Find how many lines in the material below contain the word "turn" and give only that number.
=-=-=-=-=
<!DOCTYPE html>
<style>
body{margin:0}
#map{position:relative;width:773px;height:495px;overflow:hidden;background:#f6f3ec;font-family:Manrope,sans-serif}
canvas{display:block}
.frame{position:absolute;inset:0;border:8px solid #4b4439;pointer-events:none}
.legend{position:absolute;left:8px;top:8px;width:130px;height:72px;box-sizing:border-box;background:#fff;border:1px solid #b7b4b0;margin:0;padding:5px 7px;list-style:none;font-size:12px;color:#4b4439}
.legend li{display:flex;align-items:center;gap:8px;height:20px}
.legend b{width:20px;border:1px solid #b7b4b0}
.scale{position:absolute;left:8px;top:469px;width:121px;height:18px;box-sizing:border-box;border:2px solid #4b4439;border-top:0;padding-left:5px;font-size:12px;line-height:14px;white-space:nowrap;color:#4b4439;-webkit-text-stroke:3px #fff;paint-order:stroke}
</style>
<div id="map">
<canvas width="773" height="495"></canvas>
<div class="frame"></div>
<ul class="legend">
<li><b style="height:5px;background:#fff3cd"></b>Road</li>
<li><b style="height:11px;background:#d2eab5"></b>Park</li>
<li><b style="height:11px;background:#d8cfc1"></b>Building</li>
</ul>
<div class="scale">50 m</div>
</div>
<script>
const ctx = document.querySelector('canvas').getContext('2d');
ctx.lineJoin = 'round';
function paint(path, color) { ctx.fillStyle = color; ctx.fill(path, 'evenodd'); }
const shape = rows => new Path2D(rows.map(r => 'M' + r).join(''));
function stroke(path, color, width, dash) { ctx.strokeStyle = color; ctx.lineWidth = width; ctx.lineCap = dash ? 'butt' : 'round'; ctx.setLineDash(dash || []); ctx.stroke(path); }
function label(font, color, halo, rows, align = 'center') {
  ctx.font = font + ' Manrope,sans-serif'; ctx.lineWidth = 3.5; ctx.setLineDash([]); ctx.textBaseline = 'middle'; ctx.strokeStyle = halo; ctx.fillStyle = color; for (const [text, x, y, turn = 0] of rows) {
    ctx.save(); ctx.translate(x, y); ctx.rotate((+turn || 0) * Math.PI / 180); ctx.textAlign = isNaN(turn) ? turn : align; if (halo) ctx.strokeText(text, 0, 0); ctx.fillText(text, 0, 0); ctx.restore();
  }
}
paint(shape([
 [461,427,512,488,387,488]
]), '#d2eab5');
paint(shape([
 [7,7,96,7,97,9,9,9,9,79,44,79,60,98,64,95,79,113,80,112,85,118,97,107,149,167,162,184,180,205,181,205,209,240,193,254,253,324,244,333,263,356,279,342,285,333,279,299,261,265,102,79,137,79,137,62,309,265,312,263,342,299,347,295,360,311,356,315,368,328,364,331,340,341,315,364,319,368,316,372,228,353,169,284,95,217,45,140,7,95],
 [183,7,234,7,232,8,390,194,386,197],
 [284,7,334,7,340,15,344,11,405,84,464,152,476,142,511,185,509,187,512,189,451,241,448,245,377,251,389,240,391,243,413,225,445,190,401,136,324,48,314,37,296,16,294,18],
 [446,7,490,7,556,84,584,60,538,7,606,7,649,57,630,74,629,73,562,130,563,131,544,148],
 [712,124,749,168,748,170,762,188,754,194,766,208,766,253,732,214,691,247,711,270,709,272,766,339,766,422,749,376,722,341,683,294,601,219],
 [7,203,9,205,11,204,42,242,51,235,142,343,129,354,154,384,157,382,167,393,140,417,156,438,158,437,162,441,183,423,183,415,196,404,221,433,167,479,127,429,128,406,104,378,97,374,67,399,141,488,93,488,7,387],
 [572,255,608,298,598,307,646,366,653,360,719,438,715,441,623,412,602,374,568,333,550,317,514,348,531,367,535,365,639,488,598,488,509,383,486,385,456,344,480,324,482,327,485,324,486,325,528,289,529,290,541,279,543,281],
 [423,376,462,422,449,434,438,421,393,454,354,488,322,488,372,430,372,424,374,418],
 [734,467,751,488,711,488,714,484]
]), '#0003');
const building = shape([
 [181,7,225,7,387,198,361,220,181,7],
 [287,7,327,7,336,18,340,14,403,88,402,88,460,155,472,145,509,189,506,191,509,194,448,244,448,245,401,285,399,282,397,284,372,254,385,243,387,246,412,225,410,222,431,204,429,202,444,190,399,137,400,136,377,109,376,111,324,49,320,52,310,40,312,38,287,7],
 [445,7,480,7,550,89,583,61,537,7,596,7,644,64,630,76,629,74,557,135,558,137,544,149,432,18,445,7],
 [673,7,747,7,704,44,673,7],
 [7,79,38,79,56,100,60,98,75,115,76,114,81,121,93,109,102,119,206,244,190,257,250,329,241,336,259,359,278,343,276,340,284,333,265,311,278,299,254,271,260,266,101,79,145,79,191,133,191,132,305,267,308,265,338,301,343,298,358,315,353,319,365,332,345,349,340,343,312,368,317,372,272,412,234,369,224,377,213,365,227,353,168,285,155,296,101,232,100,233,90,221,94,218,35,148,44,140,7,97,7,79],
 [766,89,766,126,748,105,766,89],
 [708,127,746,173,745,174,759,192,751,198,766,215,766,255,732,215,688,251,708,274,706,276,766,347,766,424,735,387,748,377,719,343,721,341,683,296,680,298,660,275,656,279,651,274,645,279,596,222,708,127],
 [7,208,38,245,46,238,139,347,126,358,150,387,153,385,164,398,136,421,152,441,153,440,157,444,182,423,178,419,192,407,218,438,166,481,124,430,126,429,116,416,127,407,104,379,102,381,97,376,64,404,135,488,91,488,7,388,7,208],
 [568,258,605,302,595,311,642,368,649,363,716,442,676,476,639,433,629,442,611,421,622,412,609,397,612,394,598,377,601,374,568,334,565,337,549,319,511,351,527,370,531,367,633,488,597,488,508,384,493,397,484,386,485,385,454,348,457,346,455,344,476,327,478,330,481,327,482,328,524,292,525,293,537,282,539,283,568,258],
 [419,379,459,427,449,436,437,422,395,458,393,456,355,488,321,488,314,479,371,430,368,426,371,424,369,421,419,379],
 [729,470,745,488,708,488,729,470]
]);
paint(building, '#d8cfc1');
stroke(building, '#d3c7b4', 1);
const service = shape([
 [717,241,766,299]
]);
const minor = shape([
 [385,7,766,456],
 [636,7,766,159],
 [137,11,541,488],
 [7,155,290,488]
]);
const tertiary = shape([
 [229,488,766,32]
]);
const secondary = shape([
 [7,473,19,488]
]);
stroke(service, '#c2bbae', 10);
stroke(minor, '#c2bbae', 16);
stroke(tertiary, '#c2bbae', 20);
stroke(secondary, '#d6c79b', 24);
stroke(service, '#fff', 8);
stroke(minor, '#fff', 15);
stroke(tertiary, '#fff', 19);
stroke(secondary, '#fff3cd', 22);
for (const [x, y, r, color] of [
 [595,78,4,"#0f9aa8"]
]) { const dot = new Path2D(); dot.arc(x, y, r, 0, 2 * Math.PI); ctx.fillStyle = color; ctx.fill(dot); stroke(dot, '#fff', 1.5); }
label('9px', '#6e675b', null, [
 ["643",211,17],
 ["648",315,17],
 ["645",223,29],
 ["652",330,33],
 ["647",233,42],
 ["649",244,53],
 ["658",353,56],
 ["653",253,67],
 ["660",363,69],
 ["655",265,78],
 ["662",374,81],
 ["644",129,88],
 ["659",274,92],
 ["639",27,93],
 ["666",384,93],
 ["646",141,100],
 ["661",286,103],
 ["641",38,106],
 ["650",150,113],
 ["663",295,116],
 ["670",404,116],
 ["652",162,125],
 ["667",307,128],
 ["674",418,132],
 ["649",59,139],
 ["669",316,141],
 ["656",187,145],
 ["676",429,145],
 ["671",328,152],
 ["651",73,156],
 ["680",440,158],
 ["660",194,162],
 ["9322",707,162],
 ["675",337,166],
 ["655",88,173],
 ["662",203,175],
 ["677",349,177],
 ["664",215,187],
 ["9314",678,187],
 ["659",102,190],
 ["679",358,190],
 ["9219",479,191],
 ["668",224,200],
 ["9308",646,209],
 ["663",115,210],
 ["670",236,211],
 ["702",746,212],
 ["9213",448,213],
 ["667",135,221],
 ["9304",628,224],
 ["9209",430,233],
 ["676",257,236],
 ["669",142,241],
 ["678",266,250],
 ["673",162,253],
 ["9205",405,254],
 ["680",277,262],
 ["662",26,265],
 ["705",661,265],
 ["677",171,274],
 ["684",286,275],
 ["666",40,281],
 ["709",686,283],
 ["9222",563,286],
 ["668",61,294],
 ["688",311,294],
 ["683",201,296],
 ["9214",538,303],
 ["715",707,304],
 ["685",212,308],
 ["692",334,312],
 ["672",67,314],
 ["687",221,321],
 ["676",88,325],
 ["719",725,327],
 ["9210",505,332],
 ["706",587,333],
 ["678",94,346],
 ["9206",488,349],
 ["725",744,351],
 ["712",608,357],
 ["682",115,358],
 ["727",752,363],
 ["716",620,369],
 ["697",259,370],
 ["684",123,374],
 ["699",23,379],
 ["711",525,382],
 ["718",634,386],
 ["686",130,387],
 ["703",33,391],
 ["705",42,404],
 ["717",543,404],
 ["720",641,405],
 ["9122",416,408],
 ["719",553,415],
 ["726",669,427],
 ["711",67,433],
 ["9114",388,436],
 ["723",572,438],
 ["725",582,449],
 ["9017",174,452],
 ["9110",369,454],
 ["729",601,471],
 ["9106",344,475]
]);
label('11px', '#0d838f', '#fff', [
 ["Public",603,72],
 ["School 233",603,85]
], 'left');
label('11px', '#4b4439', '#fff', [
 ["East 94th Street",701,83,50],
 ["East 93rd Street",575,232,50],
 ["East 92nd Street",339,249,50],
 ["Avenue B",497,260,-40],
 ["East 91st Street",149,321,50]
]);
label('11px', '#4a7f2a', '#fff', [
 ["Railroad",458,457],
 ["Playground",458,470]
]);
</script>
=-=-=-=-=
* [Answer]: 2